The output should be every line below that includes the word "heat".

Stored items
════

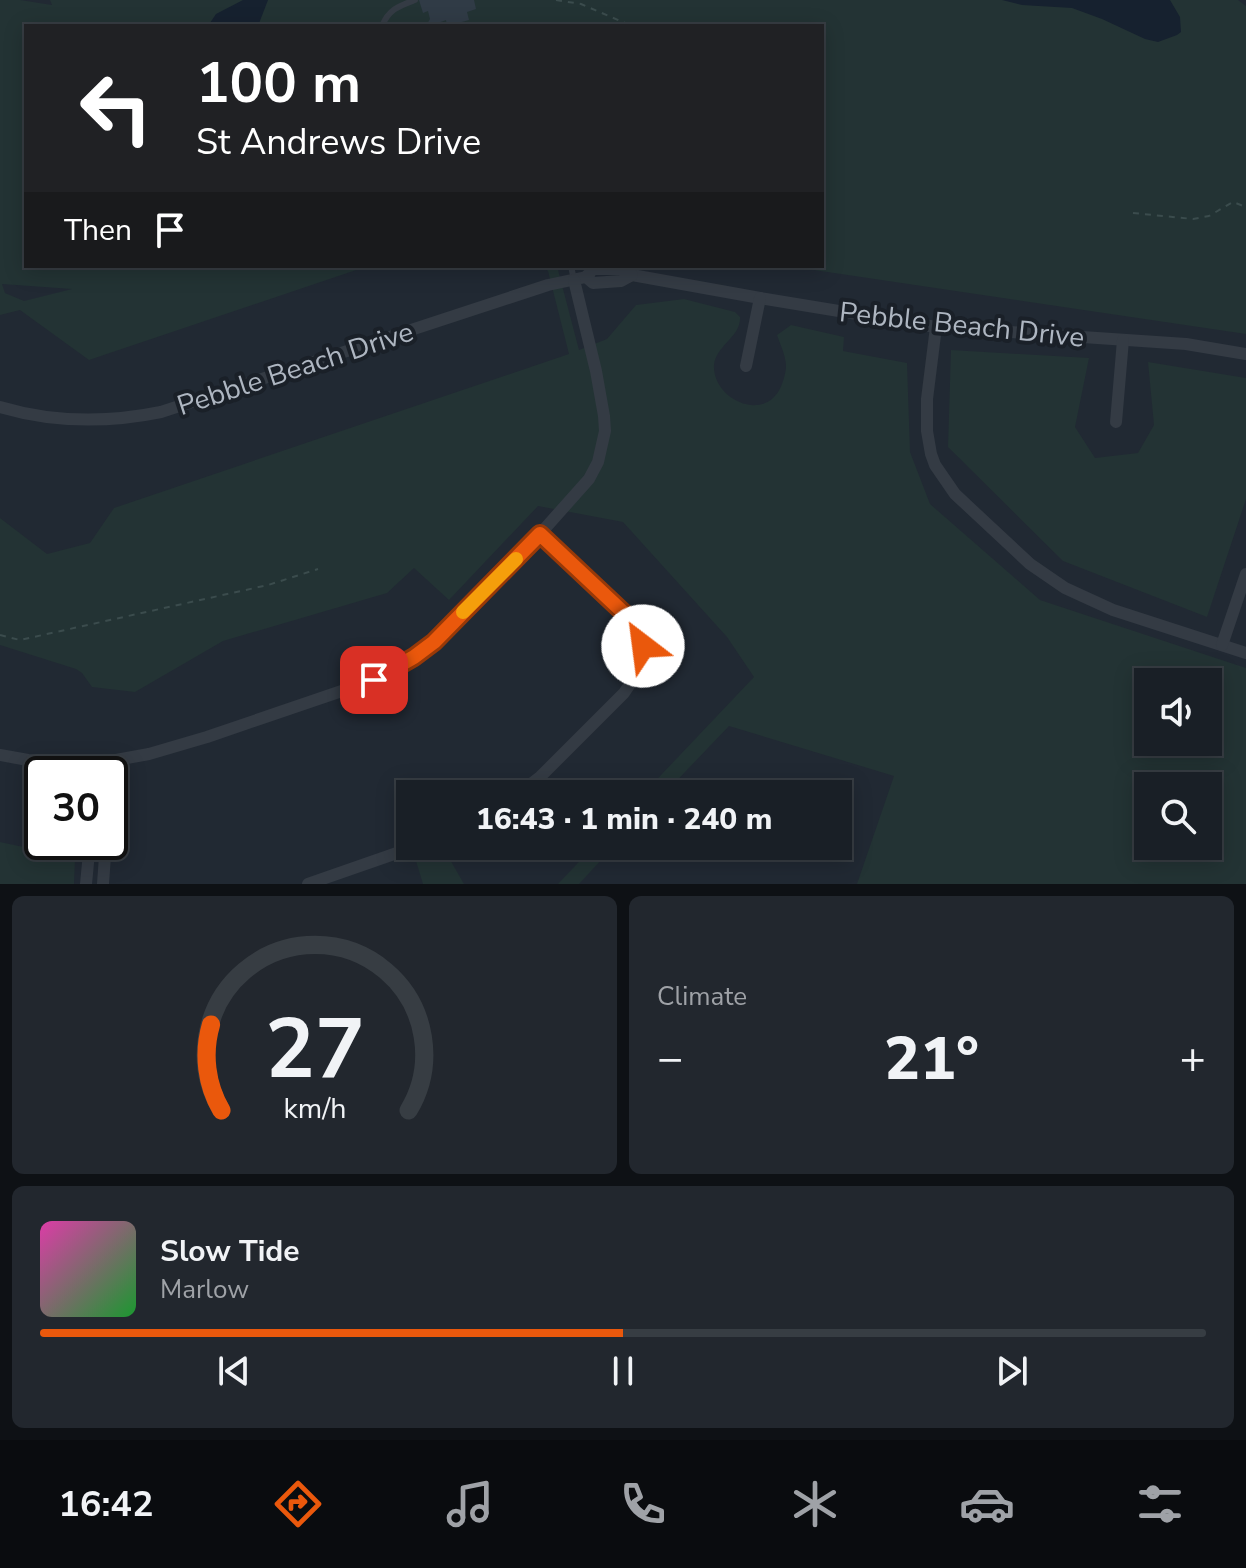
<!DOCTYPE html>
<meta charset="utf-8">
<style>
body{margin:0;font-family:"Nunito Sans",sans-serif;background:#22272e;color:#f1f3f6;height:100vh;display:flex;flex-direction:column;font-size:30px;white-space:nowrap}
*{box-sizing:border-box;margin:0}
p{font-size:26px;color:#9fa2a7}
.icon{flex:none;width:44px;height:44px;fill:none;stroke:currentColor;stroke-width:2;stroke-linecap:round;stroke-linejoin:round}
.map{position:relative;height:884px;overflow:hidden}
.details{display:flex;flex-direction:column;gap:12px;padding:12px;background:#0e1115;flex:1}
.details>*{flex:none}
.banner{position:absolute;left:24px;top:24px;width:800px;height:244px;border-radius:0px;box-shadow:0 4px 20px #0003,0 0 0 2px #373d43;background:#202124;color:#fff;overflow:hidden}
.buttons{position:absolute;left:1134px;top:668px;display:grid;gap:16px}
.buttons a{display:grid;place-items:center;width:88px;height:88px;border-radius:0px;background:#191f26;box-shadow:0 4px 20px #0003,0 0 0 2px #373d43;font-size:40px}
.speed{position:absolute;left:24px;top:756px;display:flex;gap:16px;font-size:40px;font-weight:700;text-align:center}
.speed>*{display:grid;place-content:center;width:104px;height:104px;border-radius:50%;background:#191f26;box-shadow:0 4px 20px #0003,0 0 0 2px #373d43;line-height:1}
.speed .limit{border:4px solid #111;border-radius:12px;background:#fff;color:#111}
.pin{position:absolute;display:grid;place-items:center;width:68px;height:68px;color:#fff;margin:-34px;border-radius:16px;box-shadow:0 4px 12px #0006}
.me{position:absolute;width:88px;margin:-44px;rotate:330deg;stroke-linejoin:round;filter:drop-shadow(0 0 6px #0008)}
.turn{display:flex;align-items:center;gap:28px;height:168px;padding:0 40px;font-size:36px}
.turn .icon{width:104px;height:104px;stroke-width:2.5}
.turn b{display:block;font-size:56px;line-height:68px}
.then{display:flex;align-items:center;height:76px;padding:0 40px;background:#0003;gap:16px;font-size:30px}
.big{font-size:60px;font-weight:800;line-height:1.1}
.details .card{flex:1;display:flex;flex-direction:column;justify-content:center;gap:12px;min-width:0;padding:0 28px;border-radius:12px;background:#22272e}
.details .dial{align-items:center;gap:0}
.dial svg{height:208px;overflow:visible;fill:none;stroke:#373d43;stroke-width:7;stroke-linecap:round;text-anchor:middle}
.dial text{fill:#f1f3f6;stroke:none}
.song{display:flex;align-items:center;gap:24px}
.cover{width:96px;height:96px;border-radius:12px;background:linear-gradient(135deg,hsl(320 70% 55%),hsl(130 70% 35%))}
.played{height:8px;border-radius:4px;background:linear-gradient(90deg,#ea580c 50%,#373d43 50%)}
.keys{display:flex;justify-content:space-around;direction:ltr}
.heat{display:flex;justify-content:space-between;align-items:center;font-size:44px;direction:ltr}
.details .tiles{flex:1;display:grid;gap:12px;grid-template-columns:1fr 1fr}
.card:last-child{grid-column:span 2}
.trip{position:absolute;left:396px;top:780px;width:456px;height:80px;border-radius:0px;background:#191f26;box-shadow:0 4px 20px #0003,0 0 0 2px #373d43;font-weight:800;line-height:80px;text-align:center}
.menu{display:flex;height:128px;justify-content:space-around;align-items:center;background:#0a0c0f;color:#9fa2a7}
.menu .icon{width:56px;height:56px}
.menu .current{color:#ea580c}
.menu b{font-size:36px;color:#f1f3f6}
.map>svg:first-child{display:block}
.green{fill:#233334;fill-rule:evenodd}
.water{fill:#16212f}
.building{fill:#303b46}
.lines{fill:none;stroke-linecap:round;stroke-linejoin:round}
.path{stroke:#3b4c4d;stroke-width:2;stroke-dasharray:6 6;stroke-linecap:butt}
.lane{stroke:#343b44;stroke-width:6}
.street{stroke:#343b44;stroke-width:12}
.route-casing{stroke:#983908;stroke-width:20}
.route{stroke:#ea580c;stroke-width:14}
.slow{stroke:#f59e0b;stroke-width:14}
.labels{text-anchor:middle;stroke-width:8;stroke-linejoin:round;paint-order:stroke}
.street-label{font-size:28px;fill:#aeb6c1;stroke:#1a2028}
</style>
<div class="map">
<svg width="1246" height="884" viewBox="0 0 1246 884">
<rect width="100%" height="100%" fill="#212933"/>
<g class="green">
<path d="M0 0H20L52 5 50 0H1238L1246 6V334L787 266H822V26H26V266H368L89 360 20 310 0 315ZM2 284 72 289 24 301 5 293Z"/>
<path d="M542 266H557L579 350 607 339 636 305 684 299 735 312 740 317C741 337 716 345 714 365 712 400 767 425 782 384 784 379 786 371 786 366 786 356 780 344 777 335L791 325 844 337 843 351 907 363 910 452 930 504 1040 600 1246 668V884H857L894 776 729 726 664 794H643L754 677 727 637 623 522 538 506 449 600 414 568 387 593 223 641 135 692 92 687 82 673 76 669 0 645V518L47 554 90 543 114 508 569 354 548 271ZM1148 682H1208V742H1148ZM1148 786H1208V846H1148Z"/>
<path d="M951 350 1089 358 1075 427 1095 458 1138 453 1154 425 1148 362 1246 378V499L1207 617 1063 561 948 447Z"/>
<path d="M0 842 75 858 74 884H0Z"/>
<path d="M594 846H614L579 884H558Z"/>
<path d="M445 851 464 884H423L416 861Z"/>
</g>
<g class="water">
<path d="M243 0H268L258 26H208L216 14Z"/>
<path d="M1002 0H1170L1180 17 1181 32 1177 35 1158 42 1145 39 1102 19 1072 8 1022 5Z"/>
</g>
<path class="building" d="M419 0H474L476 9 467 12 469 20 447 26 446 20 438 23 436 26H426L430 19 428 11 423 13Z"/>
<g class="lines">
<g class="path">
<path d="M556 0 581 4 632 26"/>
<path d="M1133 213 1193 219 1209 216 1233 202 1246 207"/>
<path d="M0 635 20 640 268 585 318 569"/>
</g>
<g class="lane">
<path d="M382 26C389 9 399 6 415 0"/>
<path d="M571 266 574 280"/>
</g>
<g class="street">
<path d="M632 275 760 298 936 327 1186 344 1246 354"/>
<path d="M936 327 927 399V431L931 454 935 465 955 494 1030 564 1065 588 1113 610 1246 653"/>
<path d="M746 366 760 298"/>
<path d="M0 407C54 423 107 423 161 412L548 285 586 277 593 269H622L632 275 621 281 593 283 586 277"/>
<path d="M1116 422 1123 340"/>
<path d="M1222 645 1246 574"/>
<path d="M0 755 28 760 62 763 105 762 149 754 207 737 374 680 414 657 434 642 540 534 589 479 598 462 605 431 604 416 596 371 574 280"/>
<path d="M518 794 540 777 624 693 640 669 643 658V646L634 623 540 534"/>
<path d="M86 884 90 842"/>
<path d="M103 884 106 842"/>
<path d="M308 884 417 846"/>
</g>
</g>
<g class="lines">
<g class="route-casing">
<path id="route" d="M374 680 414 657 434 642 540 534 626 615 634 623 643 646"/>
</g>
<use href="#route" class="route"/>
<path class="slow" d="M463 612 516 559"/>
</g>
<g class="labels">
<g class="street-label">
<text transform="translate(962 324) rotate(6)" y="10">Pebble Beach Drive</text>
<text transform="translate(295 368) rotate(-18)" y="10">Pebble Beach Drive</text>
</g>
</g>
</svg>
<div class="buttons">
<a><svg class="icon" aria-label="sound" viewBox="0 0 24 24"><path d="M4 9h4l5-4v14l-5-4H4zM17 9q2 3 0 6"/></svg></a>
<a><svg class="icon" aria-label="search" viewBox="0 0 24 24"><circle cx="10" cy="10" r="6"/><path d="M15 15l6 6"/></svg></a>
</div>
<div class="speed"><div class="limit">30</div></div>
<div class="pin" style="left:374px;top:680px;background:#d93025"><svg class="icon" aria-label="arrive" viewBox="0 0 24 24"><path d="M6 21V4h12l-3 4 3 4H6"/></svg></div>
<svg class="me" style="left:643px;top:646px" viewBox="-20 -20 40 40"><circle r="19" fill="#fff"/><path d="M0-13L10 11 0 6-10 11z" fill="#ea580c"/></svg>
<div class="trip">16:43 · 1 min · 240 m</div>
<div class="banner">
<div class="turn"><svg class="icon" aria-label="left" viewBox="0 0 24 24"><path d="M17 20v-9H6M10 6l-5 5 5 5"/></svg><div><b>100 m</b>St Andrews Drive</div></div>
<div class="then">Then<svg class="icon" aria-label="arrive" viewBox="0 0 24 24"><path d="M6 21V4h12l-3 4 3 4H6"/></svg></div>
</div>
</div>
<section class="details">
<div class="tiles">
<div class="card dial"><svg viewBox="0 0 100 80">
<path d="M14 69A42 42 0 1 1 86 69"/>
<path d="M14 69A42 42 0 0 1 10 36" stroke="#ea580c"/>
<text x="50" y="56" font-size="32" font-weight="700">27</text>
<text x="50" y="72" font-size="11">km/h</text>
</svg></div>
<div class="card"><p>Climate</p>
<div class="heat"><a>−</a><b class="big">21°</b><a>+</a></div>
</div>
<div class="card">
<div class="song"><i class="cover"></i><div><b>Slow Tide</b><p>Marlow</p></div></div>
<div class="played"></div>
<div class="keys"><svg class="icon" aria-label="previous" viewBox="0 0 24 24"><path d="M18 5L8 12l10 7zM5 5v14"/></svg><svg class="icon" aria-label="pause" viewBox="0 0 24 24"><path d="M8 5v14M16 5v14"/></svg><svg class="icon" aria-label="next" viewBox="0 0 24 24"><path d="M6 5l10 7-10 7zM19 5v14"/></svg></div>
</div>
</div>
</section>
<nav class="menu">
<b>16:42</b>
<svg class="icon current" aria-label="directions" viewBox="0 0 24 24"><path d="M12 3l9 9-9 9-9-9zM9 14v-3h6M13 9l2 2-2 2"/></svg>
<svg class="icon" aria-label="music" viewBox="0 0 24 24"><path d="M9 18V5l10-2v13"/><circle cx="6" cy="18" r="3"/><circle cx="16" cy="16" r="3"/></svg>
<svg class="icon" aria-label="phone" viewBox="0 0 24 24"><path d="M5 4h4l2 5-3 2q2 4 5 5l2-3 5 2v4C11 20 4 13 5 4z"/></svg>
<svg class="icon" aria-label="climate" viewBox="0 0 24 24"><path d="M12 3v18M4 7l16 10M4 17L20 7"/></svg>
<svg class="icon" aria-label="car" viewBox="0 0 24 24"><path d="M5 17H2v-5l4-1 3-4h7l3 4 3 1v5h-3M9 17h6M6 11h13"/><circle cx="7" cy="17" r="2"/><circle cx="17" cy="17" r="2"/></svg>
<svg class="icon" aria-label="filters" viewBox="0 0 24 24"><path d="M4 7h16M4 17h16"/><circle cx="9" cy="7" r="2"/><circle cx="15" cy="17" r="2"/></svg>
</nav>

════

Exercise output »
.heat{display:flex;justify-content:space-between;align-items:center;font-size:44px;direction:ltr}
<div class="heat"><a>−</a><b class="big">21°</b><a>+</a></div>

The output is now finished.